זה השער ליהוה צדיקים יבאו בו׃ 20
Dit is de poort des HEEREN, door dewelke de rechtvaardigen zullen ingaan.
אודך כי עניתני ותהי לי לישועה׃ 21
Ik zal U loven, omdat Gij mij verhoord hebt, en mij tot heil geweest zijt.
אבן מאסו הבונים היתה לראש פנה׃ 22
De steen, dien de bouwlieden verworpen hadden, is tot een hoofd des hoeks geworden.
מאת יהוה היתה זאת היא נפלאת בעינינו׃ 23
Dit is van den HEERE geschied, en het is wonderlijk in onze ogen.
זה היום עשה יהוה נגילה ונשמחה בו׃ 24
Dit is de dag, dien de HEERE gemaakt heeft; laat ons op denzelven ons verheugen, en verblijd zijn.
אנא יהוה הושיעה נא אנא יהוה הצליחה נא׃ 25
Och HEERE! geef nu heil; och HEERE! geef nu voorspoed.
ברוך הבא בשם יהוה ברכנוכם מבית יהוה׃ 26
Gezegend zij hij, die daar komt in den Naam des HEEREN! Wij zegenen ulieden uit het huis des HEEREN.
אל יהוה ויאר לנו אסרו חג בעבתים עד קרנות המזבח׃ 27
De HEERE is God, Die ons licht gegeven heeft.

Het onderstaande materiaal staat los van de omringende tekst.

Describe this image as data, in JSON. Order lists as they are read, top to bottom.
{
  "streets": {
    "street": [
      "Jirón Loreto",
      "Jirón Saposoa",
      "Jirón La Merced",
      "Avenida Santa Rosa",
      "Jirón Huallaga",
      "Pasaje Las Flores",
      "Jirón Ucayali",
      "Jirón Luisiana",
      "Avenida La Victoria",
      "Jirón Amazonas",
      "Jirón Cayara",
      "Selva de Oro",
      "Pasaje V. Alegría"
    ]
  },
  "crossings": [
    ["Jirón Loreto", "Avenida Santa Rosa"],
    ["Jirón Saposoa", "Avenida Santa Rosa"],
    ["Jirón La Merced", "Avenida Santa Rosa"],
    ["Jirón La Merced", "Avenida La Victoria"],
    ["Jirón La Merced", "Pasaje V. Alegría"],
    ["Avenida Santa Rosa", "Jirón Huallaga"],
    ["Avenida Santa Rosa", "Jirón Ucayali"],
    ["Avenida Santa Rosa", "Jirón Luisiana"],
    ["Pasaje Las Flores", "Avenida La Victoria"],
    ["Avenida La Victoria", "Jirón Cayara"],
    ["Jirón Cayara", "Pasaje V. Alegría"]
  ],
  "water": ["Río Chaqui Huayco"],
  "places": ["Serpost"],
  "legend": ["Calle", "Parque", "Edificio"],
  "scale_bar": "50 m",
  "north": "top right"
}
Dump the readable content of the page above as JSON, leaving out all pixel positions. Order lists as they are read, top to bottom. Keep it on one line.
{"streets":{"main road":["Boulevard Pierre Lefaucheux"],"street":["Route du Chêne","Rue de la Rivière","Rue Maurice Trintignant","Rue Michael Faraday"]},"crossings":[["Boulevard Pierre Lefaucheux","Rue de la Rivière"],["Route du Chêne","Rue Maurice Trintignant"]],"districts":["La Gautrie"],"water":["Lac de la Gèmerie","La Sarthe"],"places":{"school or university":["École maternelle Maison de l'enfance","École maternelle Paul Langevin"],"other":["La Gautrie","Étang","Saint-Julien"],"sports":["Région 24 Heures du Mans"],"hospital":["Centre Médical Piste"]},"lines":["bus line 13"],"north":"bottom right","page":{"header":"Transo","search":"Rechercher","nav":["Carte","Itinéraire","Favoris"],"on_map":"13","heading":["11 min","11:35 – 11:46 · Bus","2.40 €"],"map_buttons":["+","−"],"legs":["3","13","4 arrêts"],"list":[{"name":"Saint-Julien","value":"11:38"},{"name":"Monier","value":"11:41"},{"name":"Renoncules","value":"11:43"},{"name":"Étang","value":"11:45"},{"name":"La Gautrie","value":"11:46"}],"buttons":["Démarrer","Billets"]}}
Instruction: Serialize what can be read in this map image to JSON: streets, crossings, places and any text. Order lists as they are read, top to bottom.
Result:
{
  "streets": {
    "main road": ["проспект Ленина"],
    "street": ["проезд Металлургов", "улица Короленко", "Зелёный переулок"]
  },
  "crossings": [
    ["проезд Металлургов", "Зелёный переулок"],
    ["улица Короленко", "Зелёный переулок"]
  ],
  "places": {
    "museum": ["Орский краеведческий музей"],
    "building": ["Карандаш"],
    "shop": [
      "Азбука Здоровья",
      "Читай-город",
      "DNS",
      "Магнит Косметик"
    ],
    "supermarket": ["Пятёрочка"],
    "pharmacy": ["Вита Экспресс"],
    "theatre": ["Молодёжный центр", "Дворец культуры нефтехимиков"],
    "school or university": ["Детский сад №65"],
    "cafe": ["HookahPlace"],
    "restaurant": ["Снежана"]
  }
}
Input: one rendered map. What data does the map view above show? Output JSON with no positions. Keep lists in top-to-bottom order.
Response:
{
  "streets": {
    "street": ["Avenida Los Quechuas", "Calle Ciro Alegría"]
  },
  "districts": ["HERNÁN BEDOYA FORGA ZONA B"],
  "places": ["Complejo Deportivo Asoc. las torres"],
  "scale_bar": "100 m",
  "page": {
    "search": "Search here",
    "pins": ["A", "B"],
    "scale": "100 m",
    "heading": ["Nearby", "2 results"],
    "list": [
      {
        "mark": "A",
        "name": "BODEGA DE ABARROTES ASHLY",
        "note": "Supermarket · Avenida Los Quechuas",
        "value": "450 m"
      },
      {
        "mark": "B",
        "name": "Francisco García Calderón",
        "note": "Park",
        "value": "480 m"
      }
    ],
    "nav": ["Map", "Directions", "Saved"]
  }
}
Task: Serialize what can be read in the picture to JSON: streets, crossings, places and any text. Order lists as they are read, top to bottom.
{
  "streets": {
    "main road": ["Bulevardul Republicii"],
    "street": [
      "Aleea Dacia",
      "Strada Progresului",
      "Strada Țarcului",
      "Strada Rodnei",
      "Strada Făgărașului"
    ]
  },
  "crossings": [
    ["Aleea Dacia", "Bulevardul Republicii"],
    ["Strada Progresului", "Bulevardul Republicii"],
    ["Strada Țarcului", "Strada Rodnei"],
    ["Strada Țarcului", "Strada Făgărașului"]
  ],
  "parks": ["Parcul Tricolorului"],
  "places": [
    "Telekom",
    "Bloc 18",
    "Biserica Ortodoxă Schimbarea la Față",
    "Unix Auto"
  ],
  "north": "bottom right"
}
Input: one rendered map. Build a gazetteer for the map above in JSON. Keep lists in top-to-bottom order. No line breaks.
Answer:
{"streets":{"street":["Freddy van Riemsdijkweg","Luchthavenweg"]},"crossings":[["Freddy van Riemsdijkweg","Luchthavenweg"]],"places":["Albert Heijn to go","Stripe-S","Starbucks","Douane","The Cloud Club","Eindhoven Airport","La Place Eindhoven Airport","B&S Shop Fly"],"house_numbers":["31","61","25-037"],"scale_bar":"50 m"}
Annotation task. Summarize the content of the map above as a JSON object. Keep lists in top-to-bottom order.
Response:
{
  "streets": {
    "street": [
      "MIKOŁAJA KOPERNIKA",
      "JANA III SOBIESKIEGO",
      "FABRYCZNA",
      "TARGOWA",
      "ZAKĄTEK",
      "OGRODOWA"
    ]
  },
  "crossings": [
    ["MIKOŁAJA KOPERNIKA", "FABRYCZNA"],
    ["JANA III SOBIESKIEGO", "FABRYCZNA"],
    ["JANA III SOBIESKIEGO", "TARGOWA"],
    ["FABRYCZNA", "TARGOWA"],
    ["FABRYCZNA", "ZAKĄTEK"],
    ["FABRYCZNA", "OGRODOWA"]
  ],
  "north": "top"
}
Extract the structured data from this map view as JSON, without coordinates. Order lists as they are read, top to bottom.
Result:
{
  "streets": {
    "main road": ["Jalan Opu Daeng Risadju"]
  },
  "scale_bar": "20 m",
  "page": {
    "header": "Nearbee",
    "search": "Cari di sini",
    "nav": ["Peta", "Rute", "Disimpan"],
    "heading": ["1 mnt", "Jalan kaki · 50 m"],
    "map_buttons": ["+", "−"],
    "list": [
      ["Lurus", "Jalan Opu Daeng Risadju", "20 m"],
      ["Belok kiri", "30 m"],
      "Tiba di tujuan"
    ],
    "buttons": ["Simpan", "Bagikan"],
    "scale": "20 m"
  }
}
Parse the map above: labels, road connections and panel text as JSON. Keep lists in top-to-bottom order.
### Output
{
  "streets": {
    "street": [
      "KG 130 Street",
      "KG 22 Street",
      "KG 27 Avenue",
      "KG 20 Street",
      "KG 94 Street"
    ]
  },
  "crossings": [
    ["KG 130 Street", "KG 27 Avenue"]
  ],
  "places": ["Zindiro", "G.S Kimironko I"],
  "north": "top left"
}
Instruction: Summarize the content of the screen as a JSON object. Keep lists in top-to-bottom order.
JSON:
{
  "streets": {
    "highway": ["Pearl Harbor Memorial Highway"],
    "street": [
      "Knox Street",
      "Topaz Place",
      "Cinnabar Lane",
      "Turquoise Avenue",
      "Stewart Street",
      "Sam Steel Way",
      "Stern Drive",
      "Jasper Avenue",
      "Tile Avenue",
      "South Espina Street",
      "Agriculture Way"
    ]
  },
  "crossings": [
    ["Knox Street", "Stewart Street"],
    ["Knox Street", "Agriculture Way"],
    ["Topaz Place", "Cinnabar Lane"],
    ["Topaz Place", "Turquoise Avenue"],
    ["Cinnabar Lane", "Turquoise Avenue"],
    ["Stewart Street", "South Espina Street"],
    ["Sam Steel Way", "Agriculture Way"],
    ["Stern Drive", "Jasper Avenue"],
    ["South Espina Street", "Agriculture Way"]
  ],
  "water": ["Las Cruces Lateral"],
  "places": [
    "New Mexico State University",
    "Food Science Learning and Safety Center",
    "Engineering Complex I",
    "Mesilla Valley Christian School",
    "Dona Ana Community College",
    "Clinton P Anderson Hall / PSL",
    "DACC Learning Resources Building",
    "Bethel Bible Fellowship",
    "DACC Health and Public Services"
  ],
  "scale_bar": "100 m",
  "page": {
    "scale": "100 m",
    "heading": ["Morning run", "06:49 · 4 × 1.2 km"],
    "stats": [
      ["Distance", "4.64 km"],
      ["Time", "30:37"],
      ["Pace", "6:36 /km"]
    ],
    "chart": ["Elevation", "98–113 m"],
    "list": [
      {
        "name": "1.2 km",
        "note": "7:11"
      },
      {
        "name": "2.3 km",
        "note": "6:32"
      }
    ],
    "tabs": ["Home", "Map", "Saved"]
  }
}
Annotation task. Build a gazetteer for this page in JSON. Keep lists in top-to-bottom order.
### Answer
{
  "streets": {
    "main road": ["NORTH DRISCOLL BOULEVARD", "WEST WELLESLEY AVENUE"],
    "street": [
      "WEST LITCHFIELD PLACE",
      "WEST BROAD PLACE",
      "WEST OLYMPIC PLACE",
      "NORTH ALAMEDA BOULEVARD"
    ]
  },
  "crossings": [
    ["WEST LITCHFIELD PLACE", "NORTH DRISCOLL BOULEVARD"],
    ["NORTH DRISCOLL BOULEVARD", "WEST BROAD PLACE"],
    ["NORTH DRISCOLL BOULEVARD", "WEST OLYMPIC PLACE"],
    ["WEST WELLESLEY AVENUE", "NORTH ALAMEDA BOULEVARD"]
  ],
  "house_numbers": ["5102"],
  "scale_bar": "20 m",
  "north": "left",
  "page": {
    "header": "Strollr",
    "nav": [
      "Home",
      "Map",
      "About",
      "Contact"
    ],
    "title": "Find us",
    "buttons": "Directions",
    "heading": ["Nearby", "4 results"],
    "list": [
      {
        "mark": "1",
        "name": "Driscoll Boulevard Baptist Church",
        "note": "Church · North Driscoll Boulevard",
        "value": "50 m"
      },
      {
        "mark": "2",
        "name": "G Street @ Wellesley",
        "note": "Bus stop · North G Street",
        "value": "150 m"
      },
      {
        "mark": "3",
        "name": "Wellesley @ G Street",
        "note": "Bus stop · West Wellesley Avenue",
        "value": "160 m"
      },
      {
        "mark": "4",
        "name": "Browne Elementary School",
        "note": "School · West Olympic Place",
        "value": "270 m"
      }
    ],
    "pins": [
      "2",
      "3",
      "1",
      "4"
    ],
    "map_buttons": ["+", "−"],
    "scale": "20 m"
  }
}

Bindt het feest offer met touwen tot aan de hoornen van het altaar.
אלי אתה ואודך אלהי ארוממך׃ 28
Gij zijt mijn God, daarom zal ik U loven; o mijn God! ik zal U verhogen.
הודו ליהוה כי טוב כי לעולם חסדו׃ 29
Loof den HEERE, want Hij is goed; want Zijn goedertierenheid is in der eeuwigheid.